(Records provided)

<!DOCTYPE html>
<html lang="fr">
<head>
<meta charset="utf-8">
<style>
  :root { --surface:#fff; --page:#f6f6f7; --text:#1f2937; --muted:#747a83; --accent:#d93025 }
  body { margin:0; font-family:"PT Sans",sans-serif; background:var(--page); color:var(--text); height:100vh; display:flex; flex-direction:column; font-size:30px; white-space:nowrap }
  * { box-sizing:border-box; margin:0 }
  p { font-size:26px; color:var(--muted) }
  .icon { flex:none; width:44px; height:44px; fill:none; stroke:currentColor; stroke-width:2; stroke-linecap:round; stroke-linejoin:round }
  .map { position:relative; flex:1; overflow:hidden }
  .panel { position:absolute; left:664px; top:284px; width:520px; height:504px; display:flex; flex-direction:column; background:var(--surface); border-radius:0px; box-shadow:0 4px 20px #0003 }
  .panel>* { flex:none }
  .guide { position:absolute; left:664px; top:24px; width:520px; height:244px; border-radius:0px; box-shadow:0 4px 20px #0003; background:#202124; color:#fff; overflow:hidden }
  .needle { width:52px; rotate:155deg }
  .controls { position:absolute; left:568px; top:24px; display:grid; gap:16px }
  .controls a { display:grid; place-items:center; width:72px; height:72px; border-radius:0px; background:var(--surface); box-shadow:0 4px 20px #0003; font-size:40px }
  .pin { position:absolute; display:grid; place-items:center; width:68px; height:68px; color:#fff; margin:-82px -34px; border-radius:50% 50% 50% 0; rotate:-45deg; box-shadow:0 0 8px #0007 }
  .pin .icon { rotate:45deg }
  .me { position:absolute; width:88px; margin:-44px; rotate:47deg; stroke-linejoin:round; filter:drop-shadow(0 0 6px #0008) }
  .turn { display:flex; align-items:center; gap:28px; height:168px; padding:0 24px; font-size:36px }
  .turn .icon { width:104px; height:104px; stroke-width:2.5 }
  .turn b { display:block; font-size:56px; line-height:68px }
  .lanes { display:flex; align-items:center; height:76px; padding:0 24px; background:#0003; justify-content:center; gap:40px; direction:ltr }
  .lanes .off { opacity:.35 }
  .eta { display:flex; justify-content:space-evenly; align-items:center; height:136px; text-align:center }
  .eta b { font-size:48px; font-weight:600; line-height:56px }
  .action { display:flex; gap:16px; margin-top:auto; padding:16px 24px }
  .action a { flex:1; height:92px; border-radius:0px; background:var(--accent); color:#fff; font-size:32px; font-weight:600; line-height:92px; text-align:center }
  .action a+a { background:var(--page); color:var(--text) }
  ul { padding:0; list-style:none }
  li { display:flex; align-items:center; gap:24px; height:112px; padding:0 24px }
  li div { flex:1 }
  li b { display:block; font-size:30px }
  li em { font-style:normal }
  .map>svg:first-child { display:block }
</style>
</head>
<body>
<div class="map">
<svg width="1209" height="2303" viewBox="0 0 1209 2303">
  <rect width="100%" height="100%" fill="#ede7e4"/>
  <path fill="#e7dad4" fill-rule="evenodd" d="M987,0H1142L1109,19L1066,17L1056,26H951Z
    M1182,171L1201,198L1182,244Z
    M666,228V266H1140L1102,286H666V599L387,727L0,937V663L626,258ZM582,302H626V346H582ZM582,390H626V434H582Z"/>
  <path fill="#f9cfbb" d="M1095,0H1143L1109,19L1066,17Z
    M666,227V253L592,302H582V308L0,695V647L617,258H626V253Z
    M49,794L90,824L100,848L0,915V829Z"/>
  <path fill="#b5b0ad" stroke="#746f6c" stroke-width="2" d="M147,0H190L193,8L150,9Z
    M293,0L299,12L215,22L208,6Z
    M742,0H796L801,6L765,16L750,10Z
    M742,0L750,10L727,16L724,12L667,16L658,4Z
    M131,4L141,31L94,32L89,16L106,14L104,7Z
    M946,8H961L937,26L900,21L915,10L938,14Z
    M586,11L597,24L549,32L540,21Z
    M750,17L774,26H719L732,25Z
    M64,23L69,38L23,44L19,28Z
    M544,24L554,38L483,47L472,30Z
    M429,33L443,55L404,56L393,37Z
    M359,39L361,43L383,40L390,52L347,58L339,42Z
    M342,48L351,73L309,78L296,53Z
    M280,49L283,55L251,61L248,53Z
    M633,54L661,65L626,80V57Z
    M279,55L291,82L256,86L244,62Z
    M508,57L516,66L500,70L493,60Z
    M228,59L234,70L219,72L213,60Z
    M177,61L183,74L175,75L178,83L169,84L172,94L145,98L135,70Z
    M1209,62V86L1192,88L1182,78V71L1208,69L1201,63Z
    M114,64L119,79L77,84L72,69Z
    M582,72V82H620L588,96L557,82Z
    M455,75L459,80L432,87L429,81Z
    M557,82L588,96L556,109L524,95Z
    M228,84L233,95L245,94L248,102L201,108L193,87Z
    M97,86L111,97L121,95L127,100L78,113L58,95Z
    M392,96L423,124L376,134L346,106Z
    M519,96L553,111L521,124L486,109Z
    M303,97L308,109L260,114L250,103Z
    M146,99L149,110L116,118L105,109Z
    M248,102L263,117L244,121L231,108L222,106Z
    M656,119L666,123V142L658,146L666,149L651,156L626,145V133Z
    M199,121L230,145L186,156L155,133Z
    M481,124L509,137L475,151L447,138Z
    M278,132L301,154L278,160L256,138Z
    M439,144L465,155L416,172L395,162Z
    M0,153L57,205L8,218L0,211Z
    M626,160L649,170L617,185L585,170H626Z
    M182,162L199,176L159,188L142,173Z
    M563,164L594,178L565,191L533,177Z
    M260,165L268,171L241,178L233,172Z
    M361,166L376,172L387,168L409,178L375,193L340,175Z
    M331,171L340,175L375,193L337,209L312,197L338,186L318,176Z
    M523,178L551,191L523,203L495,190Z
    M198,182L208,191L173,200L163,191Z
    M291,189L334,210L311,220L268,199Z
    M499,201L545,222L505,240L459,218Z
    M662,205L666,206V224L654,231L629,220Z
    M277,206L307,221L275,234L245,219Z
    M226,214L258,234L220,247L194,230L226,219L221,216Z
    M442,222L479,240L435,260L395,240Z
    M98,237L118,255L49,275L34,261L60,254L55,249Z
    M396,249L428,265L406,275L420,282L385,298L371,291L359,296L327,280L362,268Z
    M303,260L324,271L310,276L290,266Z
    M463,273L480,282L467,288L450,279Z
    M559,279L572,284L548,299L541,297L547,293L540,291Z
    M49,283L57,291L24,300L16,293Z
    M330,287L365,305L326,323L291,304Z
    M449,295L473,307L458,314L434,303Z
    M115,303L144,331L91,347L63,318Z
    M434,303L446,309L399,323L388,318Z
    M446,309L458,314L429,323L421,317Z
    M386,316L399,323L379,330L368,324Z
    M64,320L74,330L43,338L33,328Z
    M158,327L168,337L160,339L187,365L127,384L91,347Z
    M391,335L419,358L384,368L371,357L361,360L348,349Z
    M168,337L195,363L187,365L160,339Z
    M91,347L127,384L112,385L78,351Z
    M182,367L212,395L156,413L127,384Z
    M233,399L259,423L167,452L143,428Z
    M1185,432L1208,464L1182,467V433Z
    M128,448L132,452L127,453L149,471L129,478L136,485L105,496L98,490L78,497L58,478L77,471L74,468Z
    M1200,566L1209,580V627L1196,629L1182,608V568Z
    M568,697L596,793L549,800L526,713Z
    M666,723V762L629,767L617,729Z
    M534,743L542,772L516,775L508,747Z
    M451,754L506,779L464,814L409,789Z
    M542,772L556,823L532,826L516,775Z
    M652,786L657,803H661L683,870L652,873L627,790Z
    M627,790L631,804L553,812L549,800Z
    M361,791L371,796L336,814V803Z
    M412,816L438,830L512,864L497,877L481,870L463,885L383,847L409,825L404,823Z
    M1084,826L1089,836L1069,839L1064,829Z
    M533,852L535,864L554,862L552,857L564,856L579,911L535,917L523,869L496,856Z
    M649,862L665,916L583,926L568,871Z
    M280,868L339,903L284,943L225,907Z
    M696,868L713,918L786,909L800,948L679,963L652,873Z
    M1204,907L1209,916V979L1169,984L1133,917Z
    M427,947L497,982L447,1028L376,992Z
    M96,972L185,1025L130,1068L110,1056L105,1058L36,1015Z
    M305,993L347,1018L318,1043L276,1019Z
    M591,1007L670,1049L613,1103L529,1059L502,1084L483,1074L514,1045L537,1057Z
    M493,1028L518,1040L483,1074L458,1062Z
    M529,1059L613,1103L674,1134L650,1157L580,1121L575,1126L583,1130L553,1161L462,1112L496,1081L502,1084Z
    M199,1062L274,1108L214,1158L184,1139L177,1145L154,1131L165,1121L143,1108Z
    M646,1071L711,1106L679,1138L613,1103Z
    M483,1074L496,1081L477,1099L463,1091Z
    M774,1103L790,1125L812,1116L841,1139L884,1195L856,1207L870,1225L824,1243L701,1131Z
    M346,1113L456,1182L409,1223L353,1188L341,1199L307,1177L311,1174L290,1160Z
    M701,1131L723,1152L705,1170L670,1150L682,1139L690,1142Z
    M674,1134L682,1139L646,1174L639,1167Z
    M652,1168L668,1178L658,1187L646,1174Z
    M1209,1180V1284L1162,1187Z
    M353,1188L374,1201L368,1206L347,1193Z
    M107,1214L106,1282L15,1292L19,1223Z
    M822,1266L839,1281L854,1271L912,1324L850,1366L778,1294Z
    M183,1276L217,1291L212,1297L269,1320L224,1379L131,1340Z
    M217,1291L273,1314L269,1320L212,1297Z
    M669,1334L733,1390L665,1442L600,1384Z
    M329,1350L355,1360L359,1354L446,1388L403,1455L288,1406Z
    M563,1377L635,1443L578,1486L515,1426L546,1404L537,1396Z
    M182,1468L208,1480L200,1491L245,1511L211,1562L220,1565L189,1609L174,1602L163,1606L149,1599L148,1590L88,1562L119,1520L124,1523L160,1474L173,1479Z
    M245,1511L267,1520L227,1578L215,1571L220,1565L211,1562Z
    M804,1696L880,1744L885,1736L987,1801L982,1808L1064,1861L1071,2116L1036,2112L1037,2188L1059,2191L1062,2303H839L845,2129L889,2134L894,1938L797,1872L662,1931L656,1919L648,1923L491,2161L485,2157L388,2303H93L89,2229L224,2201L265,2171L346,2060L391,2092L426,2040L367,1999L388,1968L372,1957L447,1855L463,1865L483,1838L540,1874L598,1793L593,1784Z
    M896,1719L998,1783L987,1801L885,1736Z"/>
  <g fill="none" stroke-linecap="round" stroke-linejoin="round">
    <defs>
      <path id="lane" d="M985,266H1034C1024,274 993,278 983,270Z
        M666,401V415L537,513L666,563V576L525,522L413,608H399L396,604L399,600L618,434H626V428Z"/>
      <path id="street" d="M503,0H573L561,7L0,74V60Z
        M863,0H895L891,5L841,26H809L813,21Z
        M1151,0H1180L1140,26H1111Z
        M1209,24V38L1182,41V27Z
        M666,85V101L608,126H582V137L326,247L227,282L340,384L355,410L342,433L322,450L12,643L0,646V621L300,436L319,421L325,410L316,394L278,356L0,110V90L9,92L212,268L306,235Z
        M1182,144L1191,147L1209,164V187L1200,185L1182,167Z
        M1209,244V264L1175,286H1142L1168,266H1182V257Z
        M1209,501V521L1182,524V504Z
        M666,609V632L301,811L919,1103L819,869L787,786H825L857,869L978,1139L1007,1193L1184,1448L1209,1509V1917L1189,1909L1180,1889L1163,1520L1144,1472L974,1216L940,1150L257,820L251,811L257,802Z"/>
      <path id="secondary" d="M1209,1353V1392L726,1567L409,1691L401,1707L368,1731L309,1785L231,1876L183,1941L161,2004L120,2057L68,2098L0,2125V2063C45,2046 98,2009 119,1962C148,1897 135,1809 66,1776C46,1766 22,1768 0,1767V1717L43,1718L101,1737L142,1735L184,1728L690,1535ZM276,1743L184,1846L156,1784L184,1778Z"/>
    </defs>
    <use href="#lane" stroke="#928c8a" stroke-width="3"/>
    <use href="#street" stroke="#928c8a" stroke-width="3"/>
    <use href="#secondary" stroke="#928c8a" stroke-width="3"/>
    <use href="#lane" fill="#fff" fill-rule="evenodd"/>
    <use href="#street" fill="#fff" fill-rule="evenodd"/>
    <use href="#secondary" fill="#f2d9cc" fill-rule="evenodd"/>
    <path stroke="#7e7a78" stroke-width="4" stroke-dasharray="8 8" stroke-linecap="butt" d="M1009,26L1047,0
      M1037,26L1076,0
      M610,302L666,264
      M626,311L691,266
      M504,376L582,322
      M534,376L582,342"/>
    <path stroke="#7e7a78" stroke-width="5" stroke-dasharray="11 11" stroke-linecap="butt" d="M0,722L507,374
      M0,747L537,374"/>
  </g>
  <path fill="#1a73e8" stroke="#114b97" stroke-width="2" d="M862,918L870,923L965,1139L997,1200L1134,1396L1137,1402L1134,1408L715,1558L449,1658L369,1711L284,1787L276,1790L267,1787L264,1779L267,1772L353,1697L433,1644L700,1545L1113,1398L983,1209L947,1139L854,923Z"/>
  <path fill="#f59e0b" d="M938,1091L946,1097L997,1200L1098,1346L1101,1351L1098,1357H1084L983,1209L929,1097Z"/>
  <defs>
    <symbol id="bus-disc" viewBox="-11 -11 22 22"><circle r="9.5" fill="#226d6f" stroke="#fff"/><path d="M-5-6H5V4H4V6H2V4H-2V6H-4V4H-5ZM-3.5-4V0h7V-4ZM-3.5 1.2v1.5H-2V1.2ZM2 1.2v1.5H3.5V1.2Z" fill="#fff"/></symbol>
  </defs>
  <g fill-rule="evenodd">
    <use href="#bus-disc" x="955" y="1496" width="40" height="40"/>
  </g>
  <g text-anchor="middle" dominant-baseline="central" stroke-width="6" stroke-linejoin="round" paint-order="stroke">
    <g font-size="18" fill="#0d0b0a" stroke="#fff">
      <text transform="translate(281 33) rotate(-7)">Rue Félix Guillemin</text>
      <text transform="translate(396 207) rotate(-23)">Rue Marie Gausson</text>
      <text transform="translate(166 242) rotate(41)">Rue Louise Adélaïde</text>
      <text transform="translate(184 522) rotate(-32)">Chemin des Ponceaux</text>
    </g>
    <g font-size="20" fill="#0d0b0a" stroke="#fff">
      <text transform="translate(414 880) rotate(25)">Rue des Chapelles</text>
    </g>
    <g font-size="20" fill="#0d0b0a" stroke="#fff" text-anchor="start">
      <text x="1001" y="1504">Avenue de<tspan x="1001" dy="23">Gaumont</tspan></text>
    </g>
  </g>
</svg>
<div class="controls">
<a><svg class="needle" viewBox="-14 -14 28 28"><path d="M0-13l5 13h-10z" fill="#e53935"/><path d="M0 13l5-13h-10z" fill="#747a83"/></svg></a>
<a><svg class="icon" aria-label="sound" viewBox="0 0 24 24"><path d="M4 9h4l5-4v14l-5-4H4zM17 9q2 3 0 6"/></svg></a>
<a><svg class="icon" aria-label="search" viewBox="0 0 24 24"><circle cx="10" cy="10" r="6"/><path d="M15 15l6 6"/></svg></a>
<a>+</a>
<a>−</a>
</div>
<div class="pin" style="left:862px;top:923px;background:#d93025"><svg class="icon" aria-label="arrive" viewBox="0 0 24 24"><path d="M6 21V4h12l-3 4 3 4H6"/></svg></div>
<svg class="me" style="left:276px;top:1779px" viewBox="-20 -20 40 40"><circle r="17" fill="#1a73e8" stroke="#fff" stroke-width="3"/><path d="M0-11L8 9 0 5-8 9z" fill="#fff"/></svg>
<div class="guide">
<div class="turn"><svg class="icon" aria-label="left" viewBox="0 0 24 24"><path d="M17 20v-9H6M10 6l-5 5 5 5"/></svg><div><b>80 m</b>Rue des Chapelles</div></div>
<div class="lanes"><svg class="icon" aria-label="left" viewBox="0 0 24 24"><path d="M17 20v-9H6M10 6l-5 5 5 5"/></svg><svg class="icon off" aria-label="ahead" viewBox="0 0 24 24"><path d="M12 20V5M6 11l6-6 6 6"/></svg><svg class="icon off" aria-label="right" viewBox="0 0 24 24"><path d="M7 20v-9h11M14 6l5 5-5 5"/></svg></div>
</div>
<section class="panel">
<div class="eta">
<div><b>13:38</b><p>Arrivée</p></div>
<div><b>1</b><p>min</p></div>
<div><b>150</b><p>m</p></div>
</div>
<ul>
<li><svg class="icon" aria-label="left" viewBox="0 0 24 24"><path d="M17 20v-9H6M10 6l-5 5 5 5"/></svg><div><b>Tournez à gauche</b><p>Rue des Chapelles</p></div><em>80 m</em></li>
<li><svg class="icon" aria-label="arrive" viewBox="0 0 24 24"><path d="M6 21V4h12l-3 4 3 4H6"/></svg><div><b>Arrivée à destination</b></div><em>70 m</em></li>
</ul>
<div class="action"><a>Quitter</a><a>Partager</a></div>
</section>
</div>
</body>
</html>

(End Records provided)

[Required action] Copy out every line from the data above in which the word "absolute" occurs.

[Answer section]
  .panel { position:absolute; left:664px; top:284px; width:520px; height:504px; display:flex; flex-direction:column; background:var(--surface); border-radius:0px; box-shadow:0 4px 20px #0003 }
  .guide { position:absolute; left:664px; top:24px; width:520px; height:244px; border-radius:0px; box-shadow:0 4px 20px #0003; background:#202124; color:#fff; overflow:hidden }
  .controls { position:absolute; left:568px; top:24px; display:grid; gap:16px }
  .pin { position:absolute; display:grid; place-items:center; width:68px; height:68px; color:#fff; margin:-82px -34px; border-radius:50% 50% 50% 0; rotate:-45deg; box-shadow:0 0 8px #0007 }
  .me { position:absolute; width:88px; margin:-44px; rotate:47deg; stroke-linejoin:round; filter:drop-shadow(0 0 6px #0008) }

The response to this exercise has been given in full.